Today is June 24. D-Day is July 1 -- the day six states (New Mexico, Texas, Mississippi, Alabama, Florida and Georgia) each have their own NIL laws set to go into effect, with a number of more states set to follow. To a national organization, the idea some kids could profit off their status as college athletes while others could not is an untenable nightmare.
And so after years of planning for this moment, it appears the NCAA has finally settled on a strategy with one week and counting to go: A shrug and an "IDK, y'all figure it out yourselves."
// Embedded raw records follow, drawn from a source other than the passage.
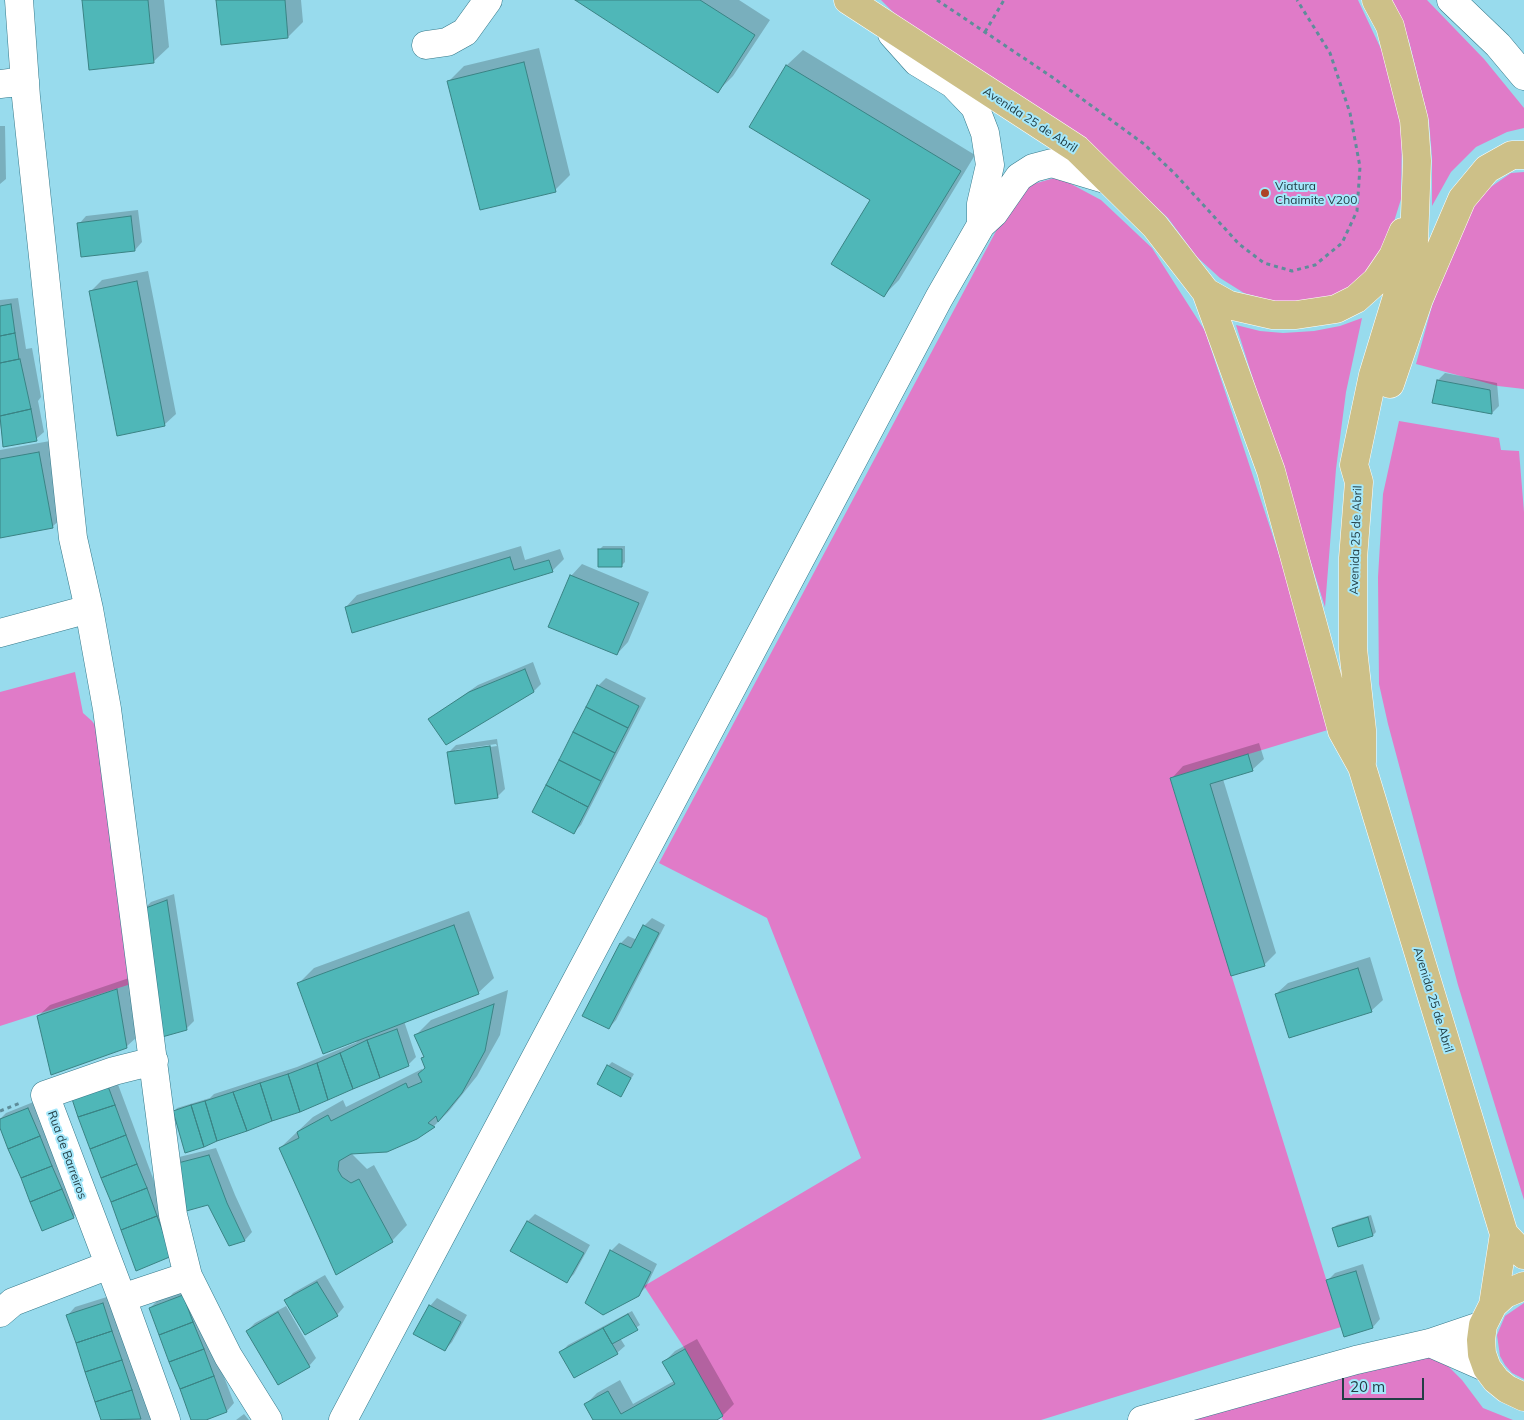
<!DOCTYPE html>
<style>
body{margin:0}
#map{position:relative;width:1524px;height:1420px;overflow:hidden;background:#98dbed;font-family:Mulish,sans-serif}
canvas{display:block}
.scale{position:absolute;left:1342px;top:1378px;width:82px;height:22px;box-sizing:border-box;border:2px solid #223e45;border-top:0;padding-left:6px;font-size:15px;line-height:18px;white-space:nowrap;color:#223e45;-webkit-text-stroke:4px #a5e8fb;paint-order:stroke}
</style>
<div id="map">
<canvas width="1524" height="1420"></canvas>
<div class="scale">20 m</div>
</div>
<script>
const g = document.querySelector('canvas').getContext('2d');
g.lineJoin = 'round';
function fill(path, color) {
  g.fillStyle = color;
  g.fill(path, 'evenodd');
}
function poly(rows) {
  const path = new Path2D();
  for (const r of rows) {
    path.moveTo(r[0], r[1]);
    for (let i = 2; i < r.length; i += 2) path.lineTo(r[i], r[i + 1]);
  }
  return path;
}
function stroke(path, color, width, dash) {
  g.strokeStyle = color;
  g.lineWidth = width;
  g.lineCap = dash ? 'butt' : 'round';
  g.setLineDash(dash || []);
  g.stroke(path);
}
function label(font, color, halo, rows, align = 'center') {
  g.font = font + ' Mulish,sans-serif';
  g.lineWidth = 4;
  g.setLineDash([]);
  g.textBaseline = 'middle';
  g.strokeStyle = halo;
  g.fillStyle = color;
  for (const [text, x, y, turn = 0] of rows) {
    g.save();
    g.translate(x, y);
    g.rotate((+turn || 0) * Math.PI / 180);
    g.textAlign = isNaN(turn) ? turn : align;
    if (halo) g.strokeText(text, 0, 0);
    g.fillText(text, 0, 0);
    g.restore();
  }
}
fill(poly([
 [881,0,1358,0,1389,66,1402,133,1401,199,1388,241,1368,277,1324,300,1280,303,1244,293,1220,278,1197,257,1168,218,1121,174,898,17],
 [1392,0,1427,0,1484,59,1524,108,1524,128,1507,132,1476,147,1451,172,1432,206,1432,157,1429,122,1409,41],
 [1524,172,1524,389,1498,386,1416,364,1432,306,1466,216,1485,191,1511,173],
 [1058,177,1101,200,1152,248,1205,331,1291,591,1331,729,1170,778,1341,1327,1041,1420,723,1420,685,1349,644,1286,861,1158,767,918,659,863,1019,188],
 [1362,318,1346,392,1336,469,1325,607,1236,325,1260,331,1283,333,1314,331,1340,326],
 [1399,421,1499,438,1501,450,1519,451,1524,512,1524,1200,1458,985,1388,724,1379,684,1378,577,1383,494],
 [75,672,83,713,92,721,109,745,131,984,0,1026,0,692],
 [1524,1303,1524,1379,1512,1373,1505,1365,1500,1356,1497,1335,1505,1316],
 [1414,1354,1434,1358,1448,1366,1462,1380,1483,1408,1513,1420,1178,1420]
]), '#e07bc8');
fill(poly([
 [83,0,164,0,169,47,153,62],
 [218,0,301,0,303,22,288,37],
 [577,0,739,0,770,20,733,76,718,91],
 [539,48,570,175,555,190,449,81,464,66],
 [803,50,975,155,899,280,884,295,871,199,750,126,787,65],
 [0,126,5,126,6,179,0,184],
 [138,210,142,242,135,250,79,224,86,216],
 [148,271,176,414,164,425,90,292,102,280],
 [18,298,26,349,32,348,41,397,38,401,44,432,36,439,4,446,0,424,0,300],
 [1445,373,1497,383,1499,406,1492,413,1438,380],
 [50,441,64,516,52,527,0,536,0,450],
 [521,546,525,560,560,549,564,559,552,571,346,607,357,595],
 [603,546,625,546,625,562,621,566,599,550],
 [582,564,649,592,628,642,617,654,571,576],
 [533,662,541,684,534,691,430,719,478,685],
 [606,678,646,698,581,825,574,832,598,686],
 [497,739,505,789,497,797,448,753,456,745],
 [496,744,497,746,455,752,455,750],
 [1259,743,1264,759,1252,770,1223,779,1276,953,1265,964,1232,974,1172,778,1183,766],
 [174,894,194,1021,186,1029,144,909,151,902],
 [469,911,494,978,478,993,404,1021,416,1057,408,1065,174,1112,177,1108,210,1098,214,1094,297,1067,357,1042,299,983,314,968],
 [652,918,665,925,616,1020,609,1028,621,943,628,936,637,940,644,926],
 [1370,957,1383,1000,1371,1011,1276,994,1288,983],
 [129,978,138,1036,126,1047,38,1016,50,1005],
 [508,990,500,1035,477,1076,449,1111,434,1126,416,1138,351,1153,367,1169,374,1165,407,1225,392,1241,280,1148,313,1117,343,1100,346,1107,422,1069,423,1071,426,1068,422,1059,425,1056,415,1036,431,1020],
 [612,1062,634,1074,621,1095,608,1066],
 [113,1071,179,1248,171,1255,70,1091],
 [36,1101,81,1209,73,1217,0,1125,0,1119,6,1113],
 [216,1148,235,1195,252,1232,245,1240,229,1244,209,1204,172,1165,179,1157],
 [535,1214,590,1245,574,1274,566,1282,511,1250,528,1221],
 [1371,1215,1376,1232,1373,1235,1338,1245,1333,1228,1337,1225],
 [619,1243,657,1264,646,1287,638,1295,611,1251],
 [1363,1264,1380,1319,1373,1327,1345,1335,1328,1280,1335,1273],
 [325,1275,344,1307,337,1315,286,1301,293,1293],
 [190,1288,234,1403,227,1411,203,1420,193,1420,150,1308,158,1300],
 [110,1296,151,1420,102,1420,68,1315,75,1307],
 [437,1298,467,1315,452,1342,445,1350,430,1306],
 [286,1306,316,1358,309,1366,247,1331,255,1323],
 [632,1311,640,1325,620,1338,625,1346,617,1353,561,1352,568,1345],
 [697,1339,734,1404,723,1415,714,1420,595,1420,586,1404,597,1393,620,1380,633,1404,674,1381,664,1362,675,1351],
 [244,1414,249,1420,236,1420]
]), '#0003');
const building = poly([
 [82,0,148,0,154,63,89,70,82,0],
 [216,0,285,0,288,38,221,45,216,0],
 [575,0,700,0,755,35,718,93,575,0],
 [524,62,556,192,480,210,447,81,524,62],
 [786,65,961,171,884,297,831,264,870,200,749,127,786,65],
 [131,216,135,251,81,257,77,223,131,216],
 [137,281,165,426,117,436,89,291,137,281],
 [11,304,15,333,0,336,0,306,11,304],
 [15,333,19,359,0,363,0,336,15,333],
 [20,359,31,409,0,416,0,363,20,359],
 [1437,380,1490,390,1492,414,1432,403,1437,380],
 [31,409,37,441,3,447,0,416,31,409],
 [39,452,53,528,0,538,0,459,39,452],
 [598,549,622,549,622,567,598,567,598,549],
 [510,557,514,570,549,560,553,572,352,633,345,607,510,557],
 [570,575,639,603,617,655,548,627,570,575],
 [525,669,534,692,446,745,428,719,469,692,525,669],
 [597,685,639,706,628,728,586,707,597,685],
 [586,707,628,728,615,753,573,732,586,707],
 [573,732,615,753,601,781,559,760,573,732],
 [490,746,498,798,455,804,447,752,490,746],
 [1248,754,1253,771,1210,784,1265,966,1231,976,1170,778,1248,754],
 [559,760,601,781,588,807,546,785,559,760],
 [546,785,588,807,574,834,532,812,546,785],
 [167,900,187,1030,162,1037,143,909,167,900],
 [454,925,479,994,323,1054,297,983,454,925],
 [643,925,659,933,609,1029,582,1016,620,943,631,948,643,925],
 [1358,968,1372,1012,1289,1038,1275,994,1358,968],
 [117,989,127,1048,51,1075,37,1016,117,989],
 [494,1004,485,1051,462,1093,438,1122,436,1116,428,1123,435,1127,417,1139,387,1152,351,1154,339,1161,338,1170,342,1177,351,1183,359,1179,393,1242,336,1275,279,1148,299,1138,297,1132,328,1115,331,1121,406,1083,408,1088,422,1082,418,1074,425,1068,421,1058,424,1057,414,1035,494,1004],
 [397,1029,409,1066,380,1078,367,1040,397,1029],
 [367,1040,380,1078,353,1089,340,1053,367,1040],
 [340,1053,353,1089,328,1100,317,1063,340,1053],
 [317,1063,328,1100,300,1112,288,1074,317,1063],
 [607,1065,631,1078,621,1097,597,1084,607,1065],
 [288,1074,300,1112,272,1121,260,1083,288,1074],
 [105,1078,115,1105,78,1117,69,1090,105,1078],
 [260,1083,272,1121,247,1131,233,1092,260,1083],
 [233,1092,247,1131,217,1141,205,1101,233,1092],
 [205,1101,217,1141,204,1147,191,1105,205,1101],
 [115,1105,126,1135,90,1149,78,1117,115,1105],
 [191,1105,204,1147,185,1153,173,1111,191,1105],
 [28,1108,40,1136,8,1149,0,1128,0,1119,28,1108],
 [126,1135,137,1164,101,1178,90,1149,126,1135],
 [40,1136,52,1166,21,1178,8,1149,40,1136],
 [209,1155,227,1203,245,1241,229,1246,208,1205,179,1213,170,1165,209,1155],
 [137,1164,147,1188,111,1202,101,1178,137,1164],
 [52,1166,62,1189,30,1202,21,1178,52,1166],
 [147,1188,157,1216,121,1230,111,1202,147,1188],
 [62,1189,74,1218,42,1231,30,1202,62,1189],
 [157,1216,172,1256,136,1271,121,1230,157,1216],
 [1368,1217,1373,1236,1338,1247,1332,1228,1368,1217],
 [527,1221,584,1253,567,1283,510,1251,527,1221],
 [610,1250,651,1272,639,1296,603,1315,585,1303,610,1250],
 [1356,1271,1373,1328,1344,1337,1326,1280,1356,1271],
 [317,1282,338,1316,305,1335,284,1300,317,1282],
 [183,1295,193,1322,159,1335,149,1308,183,1295],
 [103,1303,112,1331,76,1343,66,1315,103,1303],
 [429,1305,461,1322,445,1351,413,1334,429,1305],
 [278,1312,310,1367,278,1385,246,1331,278,1312],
 [628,1314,638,1330,612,1344,603,1328,628,1314],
 [193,1322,204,1349,169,1362,159,1335,193,1322],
 [603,1328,618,1354,574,1378,559,1352,603,1328],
 [112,1331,122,1360,85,1372,76,1343,112,1331],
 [204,1349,214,1376,180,1389,169,1362,204,1349],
 [685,1349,723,1416,717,1420,593,1420,584,1404,608,1391,621,1414,675,1384,662,1362,685,1349],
 [122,1360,132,1390,95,1402,85,1372,122,1360],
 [214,1376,227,1412,206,1420,191,1420,180,1389,214,1376],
 [132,1390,141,1419,101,1420,95,1402,132,1390]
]);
fill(building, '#4fb7b8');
stroke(building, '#3a8384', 1);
const street = poly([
 [19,0,26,97,73,538,89,609,107,709,173,1215,188,1276,228,1356,268,1420],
 [1451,0,1498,45,1524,76],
 [426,45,447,42,465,32,488,0],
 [0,84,25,81],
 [0,633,89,609],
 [154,1061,114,1071,45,1095,122,1298,188,1276],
 [122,1298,166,1420],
 [0,1313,13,1302,109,1265],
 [1430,1343,1487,1368],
 [1142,1420,1356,1360,1430,1343,1483,1325]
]);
const secondary = poly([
 [892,34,917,62,953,84,975,107,985,133,990,165,981,204,981,225],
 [343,1420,939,298,981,225,994,213,1019,177,1033,168,1052,163,1105,179]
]);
const primary = poly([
 [848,0,1077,149,1155,226,1206,292,1271,471,1342,731,1362,767,1504,1234,1493,1305],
 [1206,292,1229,305,1273,315,1296,315,1336,309,1356,299,1376,281,1393,256,1403,232],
 [1390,384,1419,299,1462,199,1487,169,1512,155,1524,155],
 [1362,762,1362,730,1353,649,1353,558,1359,482,1354,465,1373,375,1414,241,1417,161,1414,120,1390,26,1376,0],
 [1504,1234,1524,1255],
 [1524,1286,1505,1294,1493,1305,1483,1325,1481,1340,1482,1354,1487,1368,1496,1380,1507,1389,1524,1397]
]);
stroke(street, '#36798a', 29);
stroke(secondary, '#36798a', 29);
stroke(primary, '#fff', 29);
stroke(poly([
 [937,0,1052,77,1144,144,1176,175,1239,244,1264,263,1292,271,1315,265,1342,243,1357,211,1360,167,1350,113,1330,53,1297,0],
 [985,32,1004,0],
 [0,1111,20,1103]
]), '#5e8d9a', 3, [4, 4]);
stroke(street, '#fff', 28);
stroke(secondary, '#fff', 28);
stroke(primary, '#cdc088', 28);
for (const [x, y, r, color] of [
 [1265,193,5,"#ad4426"]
]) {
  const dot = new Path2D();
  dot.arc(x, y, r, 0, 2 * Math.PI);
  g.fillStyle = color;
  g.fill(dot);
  stroke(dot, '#a5e8fb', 2);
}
label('12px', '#223e45', '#a5e8fb', [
 ["Avenida 25 de Abril",1030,120,33],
 ["Avenida 25 de Abril",1356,540,-88],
 ["Avenida 25 de Abril",1433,1000,73],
 ["Rua de Barreiros",67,1155,70]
]);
label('12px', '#223e45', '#a5e8fb', [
 ["Viatura",1275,186],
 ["Chaimite V200",1275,200]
], 'left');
</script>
That's according to Ross Dellenger of Sports Illustrated, who reports that this would be the NCAA's temporary, stopgap model:
Under the plan, effective July 1, the NCAA would mostly exempt itself from NIL. Schools in states with an NIL law may follow that law without penalty, and schools located in states without a statute are granted permission to each create and administer their own NIL policy, as long as they use guiding principles such as prohibiting NIL ventures designed as pay-for-play or recruiting inducements.
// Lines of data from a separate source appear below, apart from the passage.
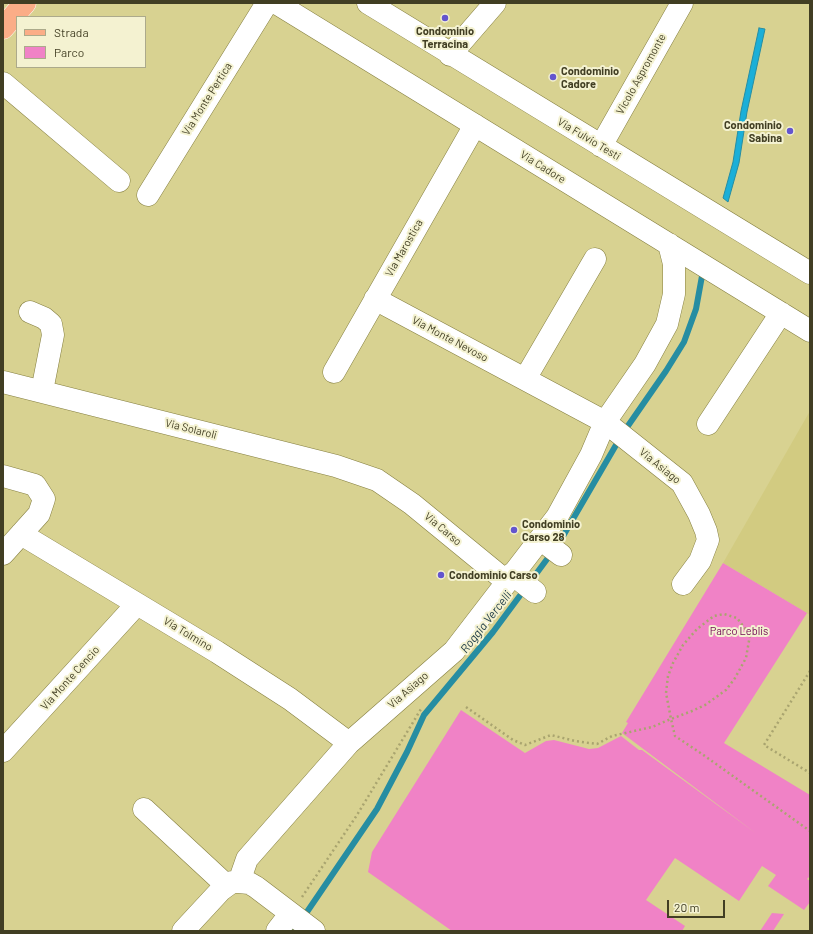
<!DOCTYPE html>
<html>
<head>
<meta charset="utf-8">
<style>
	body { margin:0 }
	#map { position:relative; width:813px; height:934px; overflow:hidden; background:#d8d291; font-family:Barlow,sans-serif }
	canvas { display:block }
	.frame { position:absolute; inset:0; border:4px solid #413e23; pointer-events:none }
	.legend { position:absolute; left:16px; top:16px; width:130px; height:52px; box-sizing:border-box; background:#f4f2d1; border:1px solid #acaa8b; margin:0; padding:5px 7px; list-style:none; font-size:12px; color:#413e23 }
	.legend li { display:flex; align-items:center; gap:8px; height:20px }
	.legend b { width:20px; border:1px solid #acaa8b }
	.scale { position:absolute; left:667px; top:900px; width:58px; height:18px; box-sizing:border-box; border:2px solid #413e23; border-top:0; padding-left:5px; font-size:12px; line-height:14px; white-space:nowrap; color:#413e23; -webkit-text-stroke:3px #f4f2d1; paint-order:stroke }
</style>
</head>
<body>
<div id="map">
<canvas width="813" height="934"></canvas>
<div class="frame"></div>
<ul class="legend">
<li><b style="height:5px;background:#fbad87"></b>Strada</li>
<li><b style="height:11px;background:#f082c6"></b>Parco</li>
</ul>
<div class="scale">20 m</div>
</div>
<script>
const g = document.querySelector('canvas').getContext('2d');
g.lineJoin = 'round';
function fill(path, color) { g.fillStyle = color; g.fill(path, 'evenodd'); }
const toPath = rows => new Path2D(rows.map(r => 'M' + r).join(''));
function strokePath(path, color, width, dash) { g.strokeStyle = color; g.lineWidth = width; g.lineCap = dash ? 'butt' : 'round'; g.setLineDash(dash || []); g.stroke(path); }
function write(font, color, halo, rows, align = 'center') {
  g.font = font + ' Barlow,sans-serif'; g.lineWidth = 4; g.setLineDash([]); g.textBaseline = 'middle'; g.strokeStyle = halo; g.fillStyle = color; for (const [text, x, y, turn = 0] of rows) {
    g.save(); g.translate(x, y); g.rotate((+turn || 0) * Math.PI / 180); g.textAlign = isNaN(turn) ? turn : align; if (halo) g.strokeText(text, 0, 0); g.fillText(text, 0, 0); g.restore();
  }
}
fill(toPath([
	[810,411,810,615,723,563]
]), '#d2cb81');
fill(toPath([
	[723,563,807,613,724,743,810,795,810,876,807,879,810,881,810,902,804,910,768,886,776,875,762,866,739,901,675,858,646,900,685,926,682,931,452,931,368,872,372,852,461,710,525,753,546,741,554,740,589,749,598,748,621,736,639,750,642,750,757,834,622,733,628,723,626,722],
	[772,913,784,914,773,931,760,931]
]), '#f082c6');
const water = toPath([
	[759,28,765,29,747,112,739,163,728,202,723,198,733,162,741,111,759,28]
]);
fill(water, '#1bafd8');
strokePath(water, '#268da2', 1);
strokePath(toPath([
	[294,931,377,809,407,752,424,715,493,632,559,543,623,433,666,371,684,342,696,309,702,276]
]), '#268da2', 6);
const minor = toPath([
	[276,3,810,331],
	[368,3,810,273],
	[450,55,495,3],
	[3,83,119,181],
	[601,146,682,3],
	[148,195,267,3],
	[375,299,605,422,682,483,699,514,706,531,708,540,700,561,683,584],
	[30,312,44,318,51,324,53,335,42,391],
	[334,372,475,125],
	[525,379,595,259],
	[3,382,336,466,377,480,412,504,506,581],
	[708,424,781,313],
	[3,476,35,485,44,499,39,514,3,554],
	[21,534,217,652,290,699,349,743],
	[540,539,561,555],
	[512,574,535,592],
	[3,751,137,604],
	[144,809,226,885],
	[239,882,247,859,349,743,454,651,557,517,591,455,605,422,645,364,667,324,674,294,674,264,669,244],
	[183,931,221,890,232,882,239,882,249,883,256,887,314,931],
	[277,931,290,914]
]);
const major = toPath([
	[3,28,25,3]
]);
strokePath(minor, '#857f40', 23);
strokePath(major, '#fff', 23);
strokePath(toPath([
	[810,671,764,745,810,773],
	[466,707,513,740,525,745,551,735,575,741,597,744,612,736,652,727,671,719,692,711,705,705,726,690,735,678,746,658,750,635,737,618,724,614,714,616,697,629,683,645,673,663,668,676,666,693,671,719,675,736,702,754,810,831],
	[302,897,357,815,421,709]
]), '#a9a46f', 2.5, [2, 3]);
strokePath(minor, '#fff', 22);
strokePath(major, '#fbad87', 22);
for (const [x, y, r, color] of [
	[445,18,4,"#6355ce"],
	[553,77,4,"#6355ce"],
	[790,131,4,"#6355ce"],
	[514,530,4,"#6355ce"],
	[441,575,4,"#6355ce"]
]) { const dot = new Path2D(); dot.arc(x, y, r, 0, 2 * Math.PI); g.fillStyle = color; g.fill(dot); strokePath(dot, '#f4f2d1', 1.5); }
write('bold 11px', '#413e23', '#f4f2d1', [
	["Condominio",445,31,"center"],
	["Terracina",445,44,"center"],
	["Condominio",561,71],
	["Cadore",561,84],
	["Condominio",782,125,"right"],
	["Sabina",782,138,"right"],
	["Condominio",522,524],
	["Carso 28",522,537],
	["Condominio Carso",449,575]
], 'left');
write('11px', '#413e23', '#f4f2d1', [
	["Vicolo Aspromonte",641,74,-61],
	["Via Monte Pertica",207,99,-58],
	["Via Fulvio Testi",589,139,31],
	["Via Cadore",543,167,32],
	["Via Marostica",404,248,-60],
	["Via Monte Nevoso",450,339,28],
	["Via Solaroli",191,429,14],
	["Via Asiago",660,466,39],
	["Via Carso",443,529,40],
	["Via Tolmino",188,634,31],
	["Via Monte Cencio",70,678,-48],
	["Via Asiago",408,690,-41]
]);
write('11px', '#6f0652', '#f4f2d1', [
	["Parco Leblis",739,631]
]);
write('italic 12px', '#25414b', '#f4f2d1', [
	["Roggia Vercelli",486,622,-52]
]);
</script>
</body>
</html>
The new approach comes after six Division I commissioners asked the NCAA to let schools make up their own rules.
Here is the memo that six DI conference commissioners - including Greg Sankey, Larry Scott, Jim Phillips & Keith Gill - sent to NCAA DI Council urging it to scrap its NIL proposal & instead pass an alternative granting each school permission to create its own NIL rules.
โ Ross Dellenger (@RossDellenger) June 21, 2021
(1/4) pic.twitter.com/SHQrD3QrQZ
Two things brought the NCAA to this point:
1) The NCAA has begged and pleaded for Congress to pass an overarching federal rule and, while that may happen at some point, it won't be in place by next Thursday.
2) Monday's Alston v. NCAA ruling, a 9-0 shutout against the NCAA, has spooked the NCAA. The wording within that ruling implied the NCAA is extreeemly vulnerable to any and all antitrust lawsuits, and so this is not the time and place to install restrictive policies.
The sticking points here are many, but the main one is this: Do you allow, say, Nebraska quarterback Adrian Martinez to wear his Huskers jersey and stand inside Memorial Stadium to shoot a commercial for the local Toyota dealership, or do you not?
By punting the hard decisions to the schools, the NCAA takes the bullseye off its own forehead. If athletes at Iowa have an issue with their more restrictive policy compared to Wisconsin's, their issue is with Iowa's interpretation of the NIL rule, not the NCAA.
This being the NCAA, nothing can be decided quickly -- not even emergency legislation with the clock tick, tick, ticking toward an existential crisis. The Division I Board of Directors -- a group of presidents and chancellors -- are set to discuss the proposal virtually later today. The Division I Council -- a group of conference commissioners and school athletic personnel -- will meet Monday, but even that's not the end of it. The Board will then meet again Wednesday, at which point a final vote would be taken.
Wednesday is June 30, one day before the deadline.
This is all peak NCAA. In fact, the closer we get to July 1, the closer to peak NCAA we get.